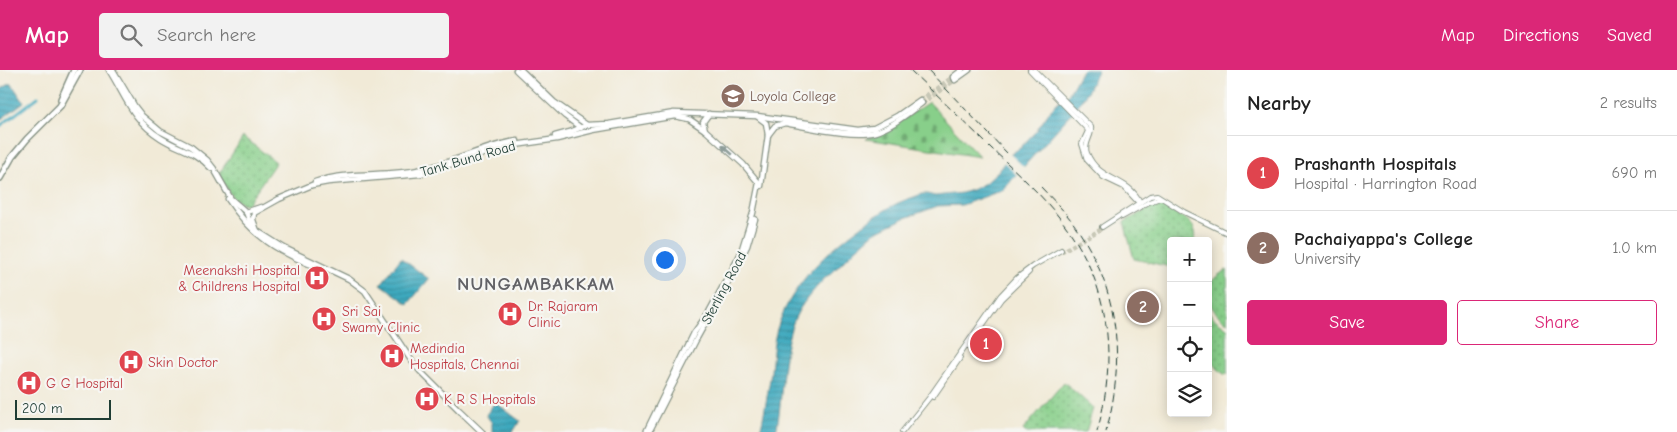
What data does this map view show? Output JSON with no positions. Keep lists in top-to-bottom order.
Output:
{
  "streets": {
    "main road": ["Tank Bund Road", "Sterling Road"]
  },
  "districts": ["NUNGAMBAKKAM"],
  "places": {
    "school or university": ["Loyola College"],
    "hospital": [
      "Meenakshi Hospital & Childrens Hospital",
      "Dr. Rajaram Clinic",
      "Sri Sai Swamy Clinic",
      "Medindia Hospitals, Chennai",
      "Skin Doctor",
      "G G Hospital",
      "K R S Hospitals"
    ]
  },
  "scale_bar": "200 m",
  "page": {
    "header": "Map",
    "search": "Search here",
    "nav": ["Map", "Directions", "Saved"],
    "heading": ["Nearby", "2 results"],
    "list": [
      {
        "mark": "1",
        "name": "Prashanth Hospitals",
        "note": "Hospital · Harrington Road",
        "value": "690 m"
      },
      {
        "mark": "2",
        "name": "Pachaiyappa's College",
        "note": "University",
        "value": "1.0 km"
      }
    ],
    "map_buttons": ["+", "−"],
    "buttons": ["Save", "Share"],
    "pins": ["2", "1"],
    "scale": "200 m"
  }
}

### Task brief
All entries must come back exactly as written, though without their pictures.

### Answer to this task
What data does this map view show? Output JSON with no positions. Keep lists in top-to-bottom order.
Output:
{
  "streets": {
    "main road": ["Tank Bund Road", "Sterling Road"]
  },
  "districts": ["NUNGAMBAKKAM"],
  "places": {
    "school or university": ["Loyola College"],
    "hospital": [
      "Meenakshi Hospital & Childrens Hospital",
      "Dr. Rajaram Clinic",
      "Sri Sai Swamy Clinic",
      "Medindia Hospitals, Chennai",
      "Skin Doctor",
      "G G Hospital",
      "K R S Hospitals"
    ]
  },
  "scale_bar": "200 m",
  "page": {
    "header": "Map",
    "search": "Search here",
    "nav": ["Map", "Directions", "Saved"],
    "heading": ["Nearby", "2 results"],
    "list": [
      {
        "mark": "1",
        "name": "Prashanth Hospitals",
        "note": "Hospital · Harrington Road",
        "value": "690 m"
      },
      {
        "mark": "2",
        "name": "Pachaiyappa's College",
        "note": "University",
        "value": "1.0 km"
      }
    ],
    "map_buttons": ["+", "−"],
    "buttons": ["Save", "Share"],
    "pins": ["2", "1"],
    "scale": "200 m"
  }
}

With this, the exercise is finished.